I'm going through mood swings; I wrote what's below on a downturn.. Don't read on if you mind self-indulgent morbidity.

TIME BECOMES A LOOP

My threshold for pain was crossed over and over during my stay at the hospital until finally I lost all self-consciousness. I felt erased, white pain coursing through my stomach and body, a hole-filled sponge for nurses and doctors to stick needles into, plunging into areas filled with nerves, bone, blood and semen. Violated and deprived of food and sleep for almost two weeks, I fell into a rapid breathing trance.

When I was released from the hospital to be treated as an outpatient, I thought my troubles would diminish, which they have, but other problems have surfaced and the immense amount of time I have now to think about my situation has caused me some duress. (Why must I be so introspective?) And yet I enjoy thinking and am teased by the thought of thinking when I cannot due to fever or chemo-induced confusion.

After my hair actually fell out, I fully realized that I could actually die. If this is the case I wish it would happen sooner rather than later as I'd like people (including myself) to remember me as I was before December. If I die this struggle will be invalidated and irrelevant.
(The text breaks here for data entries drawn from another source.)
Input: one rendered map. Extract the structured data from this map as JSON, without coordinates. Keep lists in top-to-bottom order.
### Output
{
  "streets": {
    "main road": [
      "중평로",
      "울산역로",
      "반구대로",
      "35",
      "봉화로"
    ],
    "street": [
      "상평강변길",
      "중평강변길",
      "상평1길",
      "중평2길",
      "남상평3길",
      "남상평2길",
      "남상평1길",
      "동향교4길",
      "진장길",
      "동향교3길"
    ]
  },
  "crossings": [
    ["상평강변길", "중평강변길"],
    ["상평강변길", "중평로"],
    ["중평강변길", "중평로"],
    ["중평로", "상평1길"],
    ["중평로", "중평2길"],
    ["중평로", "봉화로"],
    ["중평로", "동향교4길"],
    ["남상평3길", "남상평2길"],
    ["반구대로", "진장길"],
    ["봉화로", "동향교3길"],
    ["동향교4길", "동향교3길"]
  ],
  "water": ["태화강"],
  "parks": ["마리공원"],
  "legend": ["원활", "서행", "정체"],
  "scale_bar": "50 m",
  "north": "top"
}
As an outpatient, I spend my days feeling weak, lethargic, dizzy and often confused. It isn't as bad now as it was right after I had my first chemo, but I get chemo every three weeks. So just as I'm regaining my personality, I'm knocked down again by the staggering amount of very powerful chemical goo they push into my body. There is so much of it that the veins plump up in my arms. After a few hours, I feel great, almost like a high, but the next day I am overwhelmed by an omni-present nausea and lack of energy. My next chemo is Thursday 1/25 at 2:30pm. You may all send me good vibes and listen to Bedrock's 'Beautiful Strange' at that time, in my honor.

 Chemotherapy is designed to destroy cancer cells, which it does, but it also destroys healthy cells. Chemotherapy is thought to work because the healthy cells usually recover faster than the cancer cells.
The Burkitt's Lymphoma cancer cell breaks down very easily under chemo but without chemo, Burkitt's is one of the fastest growing cancer malignancies; Burkitt's cells double in size every sixteen hours.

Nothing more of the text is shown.